27 avril 1966
(À propos du «Sannyasin»)
Nous avons le temps de faire Savitri... à moins que tu n'aies quelque chose à demander, non?
Je me demande pourquoi je ne vois pas plus clair dans ce que je fais?
Parce qu'il y a deux idées en conflit. C'est cela. Alors, il y a une hésitation entre les deux points de vue.
Deux points de vue: la nécessité du renoncement et la futilité de la fuite. Ce sont ces deux idées-là qui font qu'il y a hésitation. Mais dans l'ordre chronologique des choses, ce devrait être d'abord la nécessité du renoncement, et puis la découverte de la futilité de la fuite, et alors au lieu d'une fuite, ce doit être un retour libre, sans attachements. Retour à la vie sans attachements.
Autrement je comprends: pour écrire un livre, généralement on ne peut pas faire plus qu'une période, parce qu'il y a un début, un développement et un point culminant, une réalisation. Puis un autre livre qui part de cette réalisation et qui a toute l'expérience de sa futilité. Et puis alors, le couronnement: le retour, libre, à la vie.
On peut mettre les trois ensemble, mais cela fait un livre très compact.
Non, il faut que tout soit rassemblé. Mais je ne sais pas par quel bout le prendre. J'ai commencé d'une façon et je m'aperçois que ce n'est pas «ça».
Comment as-tu commencé?
Il y a un poème, très court – pas un poème: une sorte de voix. Puis, dans le premier chapitre, mon bonhomme doit prendre un bateau et partir (comme d'habitude). Et il rencontre un Sannyasin. Il va prendre son bateau, mais il y a une jeune femme ou une jeune fille qui est là avec lui, qu'il quitte.
Le bateau va où?

 

Un peu plus loin, comme toujours. Il doit partir.
Et où rencontre-t-il ce Sannyasin? avant de partir ou après?
Il le rencontre une première fois, puis une deuxième au moment où il va partir, alors il change tout et il part avec le Sannyasin... Mais c'est ce qui précède ce départ, il y a quelque chose qui est flou, je ne sais pas ce que je dois faire. J'avais d'abord pensé à faire de cette jeune femme le symbole de la beauté, de la richesse, de l'amour, enfin tout ce qui est vraiment beau et tout ce que la vie peut apporter de meilleur – qu'il rejette, et il s'en va pour aller n'importe où, et il rencontre ce Sannyasin.
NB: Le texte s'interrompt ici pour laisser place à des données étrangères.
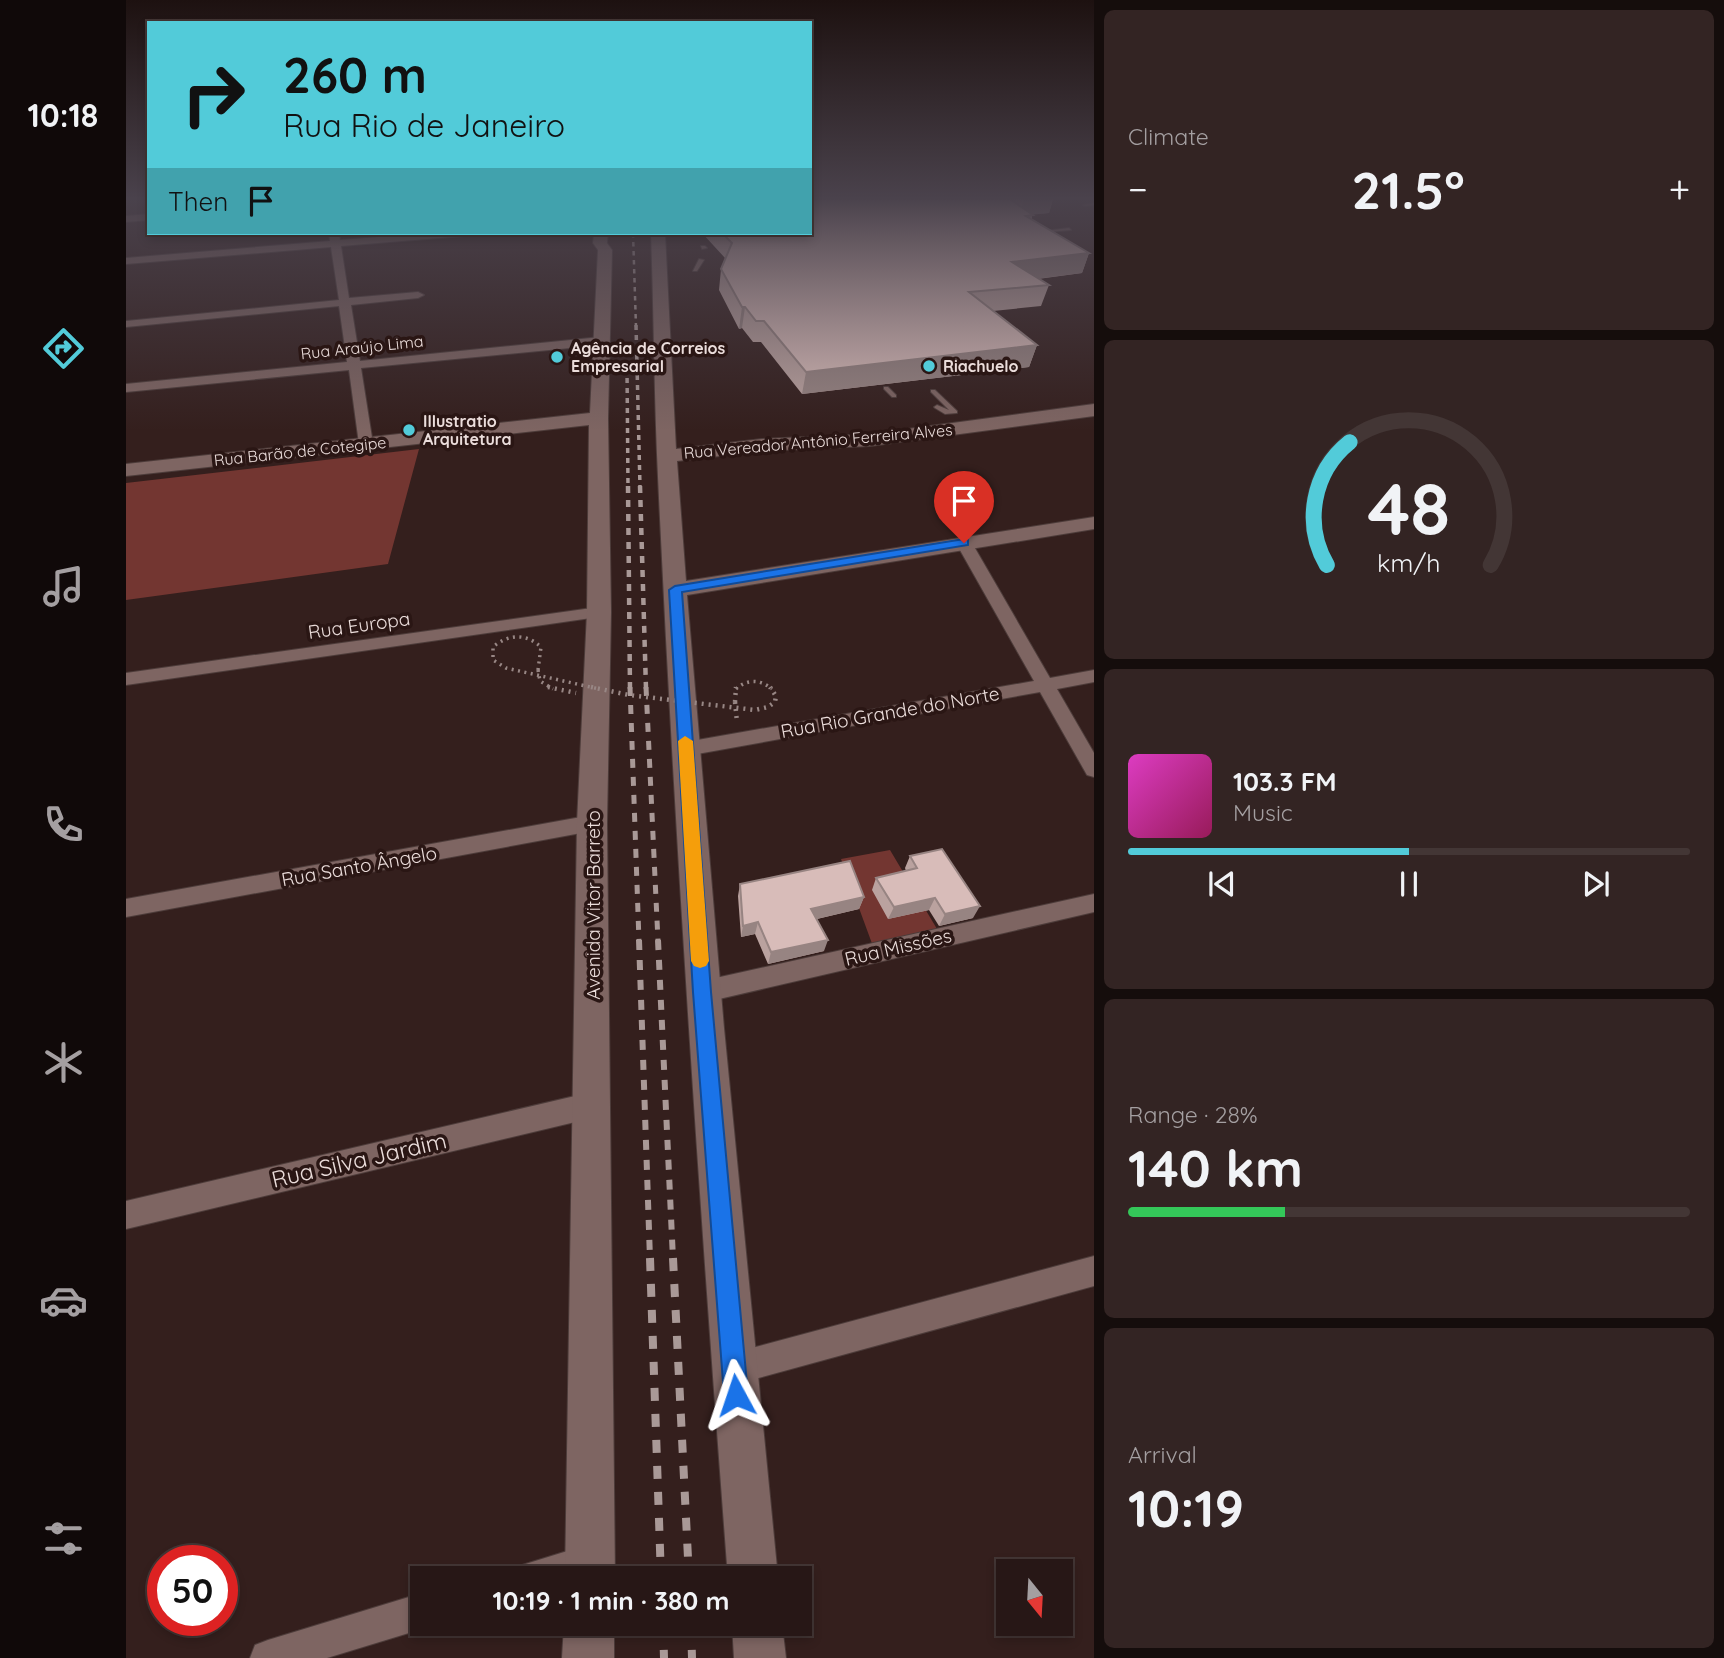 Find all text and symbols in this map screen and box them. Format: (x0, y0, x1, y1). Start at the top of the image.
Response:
text: 260 m (283, 44, 427, 105)
icon: right (168, 49, 259, 140)
text: 10:18 (28, 95, 98, 135)
text: Rua Rio de Janeiro (283, 105, 565, 145)
text: Climate (1128, 122, 1209, 151)
text: 21.5° (1352, 157, 1465, 222)
text: − (1128, 165, 1148, 213)
text: + (1669, 165, 1690, 213)
icon: arrive (242, 182, 280, 220)
text: Then (168, 185, 228, 218)
icon: directions (39, 324, 88, 373)
street label: Rua Araújo Lima (300, 331, 424, 363)
place label: Agência de Correios Empresarial (571, 338, 725, 376)
marker: Agência de Correios Empresarial (549, 349, 565, 365)
place label: Riachuelo (943, 356, 1019, 376)
marker: Riachuelo (921, 358, 937, 374)
place label: Illustratio Arquitetura (423, 411, 512, 449)
street label: Rua Vereador Antônio Ferreira Alves (683, 419, 953, 463)
marker: Illustratio Arquitetura (401, 422, 417, 438)
street label: Rua Barão de Cotegipe (213, 432, 387, 470)
text: 48 (1368, 463, 1450, 554)
pin (934, 471, 994, 543)
icon: arrive (945, 482, 983, 520)
text: km/h (1377, 547, 1441, 578)
icon: music (39, 562, 88, 611)
street label: Rua Europa (306, 606, 412, 644)
street label: Rua Rio Grande do Norte (779, 681, 1001, 743)
text: 103.3 FM (1233, 765, 1337, 798)
text: Music (1233, 798, 1293, 827)
icon: phone (39, 800, 88, 849)
street label: Avenida Vitor Barreto (581, 810, 605, 1000)
street label: Rua Santo Ângelo (279, 841, 439, 891)
icon: previous (1203, 865, 1241, 903)
icon: pause (1390, 865, 1428, 903)
icon: next (1577, 865, 1615, 903)
street label: Rua Missões (842, 923, 954, 971)
icon: climate (39, 1038, 88, 1087)
text: Range · 28% (1128, 1100, 1258, 1129)
street label: Rua Silva Jardim (269, 1125, 449, 1194)
text: 140 km (1128, 1135, 1303, 1200)
icon: car (39, 1276, 88, 1325)
position arrow (699, 1358, 773, 1432)
text: Arrival (1128, 1440, 1197, 1469)
text: 10:19 (1128, 1475, 1244, 1540)
icon: filters (39, 1514, 88, 1563)
speed limit sign: 50 (147, 1545, 238, 1636)
north arrow (996, 1559, 1073, 1636)
map controls (996, 1559, 1073, 1636)
text: 10:19 · 1 min · 380 m (492, 1584, 730, 1617) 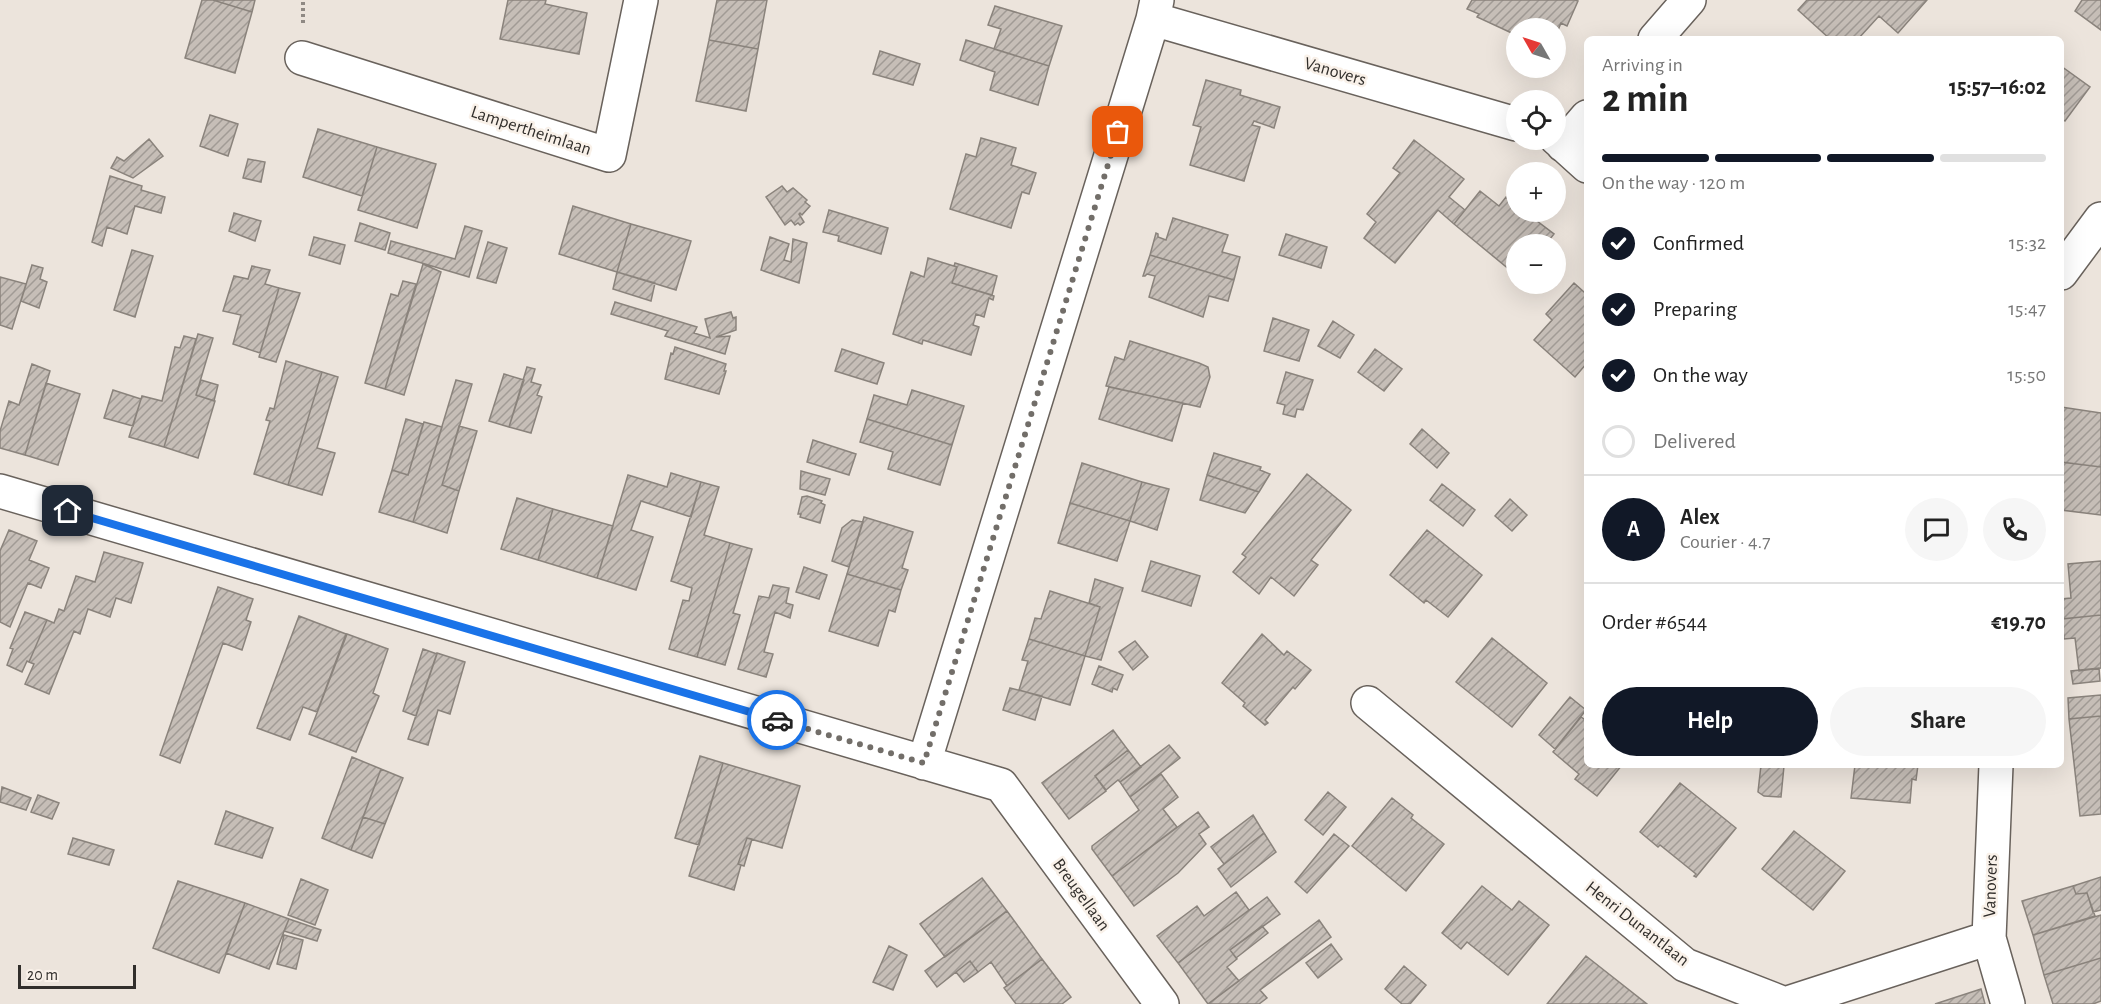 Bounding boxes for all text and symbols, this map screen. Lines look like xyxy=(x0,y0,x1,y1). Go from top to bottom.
north arrow xyxy=(1506,18,1566,78)
map controls xyxy=(1506,18,1566,294)
street label: Vanovers xyxy=(1302,55,1368,89)
text: Arriving in xyxy=(1602,55,1683,75)
text: 15:57–16:02 xyxy=(1949,76,2046,98)
text: 2 min xyxy=(1602,80,1689,119)
button: locate xyxy=(1506,90,1566,150)
street label: Lampertheimlaan xyxy=(468,103,594,159)
pin xyxy=(1092,106,1143,157)
icon: bag xyxy=(1101,115,1134,148)
button: + xyxy=(1506,162,1566,222)
text: On the way · 120 m xyxy=(1602,173,1745,193)
icon: check xyxy=(1602,227,1635,260)
text: Confirmed xyxy=(1653,232,1744,254)
text: 15:32 xyxy=(2009,233,2046,253)
button: − xyxy=(1506,234,1566,294)
icon: check xyxy=(1602,293,1635,326)
text: Preparing xyxy=(1653,298,1737,320)
text: 15:47 xyxy=(2008,299,2046,319)
icon: check xyxy=(1602,359,1635,392)
text: On the way xyxy=(1653,364,1748,386)
text: 15:50 xyxy=(2007,365,2046,385)
text: Delivered xyxy=(1653,430,1736,452)
pin xyxy=(42,485,93,536)
icon: home xyxy=(51,494,84,527)
button: chat xyxy=(1905,498,1968,561)
button: phone xyxy=(1983,498,2046,561)
text: Alex xyxy=(1680,506,1720,528)
text: A xyxy=(1627,518,1640,540)
text: Courier · 4.7 xyxy=(1680,532,1771,552)
text: Order #6544 xyxy=(1602,611,1707,633)
text: €19.70 xyxy=(1991,611,2046,633)
button: Help xyxy=(1602,687,1818,756)
button: Share xyxy=(1830,687,2046,756)
courier xyxy=(747,690,807,750)
icon: car xyxy=(761,704,794,737)
street label: Vanovers xyxy=(1981,854,2001,918)
street label: Breugellaan xyxy=(1049,856,1113,934)
street label: Henri Dunantlaan xyxy=(1582,878,1692,970)
scale bar xyxy=(18,962,136,990)
text: 20 m xyxy=(27,967,58,983) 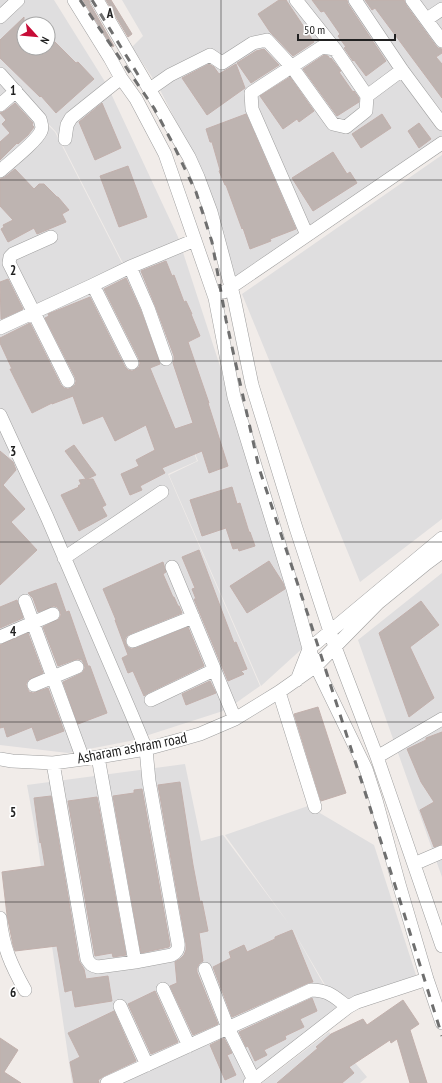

Et puis j'étais dans la description de cet endroit, de ce garçon avec cette fille, de cet endroit très beau, et puis cela me semblait tellement futile d'écrire tout cela, que je n'ai pas pu continuer.
(Mère rit)
C'était tellement futile, toute cette beauté, tout cela, ça me paraissait rien du tout.
Cela t'a tiré en arrière.
Mais j'ai connu un moment de ma vie comme cela: j'étais en Amérique du Sud, j'étais dans une île merveilleuse, très belle, avec une femme qui était belle aussi, la richesse m'était donnée, j'avais la possibilité d'avoir beaucoup d'argent; enfin c'était vraiment ce qu'il y avait de mieux comme beauté naturelle et beauté féminine et tout – et puis j'ai fichu le camp. J'ai tout laissé, je suis parti.
Alors, c'est cela que tu racontes?
C'est cela que je m'étais mis à raconter.
Mais ce n'est pas mal!
Mais cela me semble tellement futile de reparler de toute cette soi-disant beauté, que je n'y arrive pas! J'ai l'impression que tout cela est creux, mes mots sont faux.

 

Mais si tu te mets dans cette attitude, tu ne peux pas écrire de livre!
Encore une fois, juste ces jours derniers, j'ai eu le souvenir de choses que j'avais écrites – que j'avais imaginées à un moment donné et que j'avais écrites... au commencement du siècle, avant ta naissance! à Paris. Et je me suis dit: «Tiens, pourquoi pensè-je à cela?» Et il y avait, dans cette chose que j'avais écrite, ceci: «L'amour de la beauté l'avait sauvée.» C'était l'histoire d'une femme qui avait eu une très grande douleur de prétendu amour comme le conçoivent les humains, mais qui avait senti un besoin de manifester l'amour, un amour d'une beauté merveilleuse; et alors, avec cette force-là et cet idéal-là, elle avait surmonté sa douleur personnelle. J'avais écrit un petit livre comme cela – je ne sais pas où c'est d'ailleurs, mais cela n'a aucune importance. Mais tout d'un coup, je me suis souvenue de cela, je me suis dit: «Tiens! pourquoi est-ce que je me souviens de cela?...» Et alors je me suis souvenue de la courbe de la conscience. À ce moment-là, je concevais bien que les choses personnelles devaient être surmontées par la volonté de réaliser une chose plus essentielle et plus universelle. Et j'ai suivi la courbe de ma propre conscience, comment ça a commencé comme cela, et puis de là, j'ai passé à... d'autres choses. J'avais dix-huit ans. C'était mon premier essai pour sortir du point de vue exclusivement personnel et passer à un point de vue plus large, et pour montrer que le point de vue plus large, plus universel, vous fait surmonter la chose personnelle. Mais je me disais: «Pourquoi est-ce que je me souviens de tout cela?» Maintenant je comprends! C'est dans ce que tu as écrit, c'est la même chose. Eh bien, évidemment, maintenant je ne pourrais plus écrire ce que j'avais écrit, cela me ferait rire!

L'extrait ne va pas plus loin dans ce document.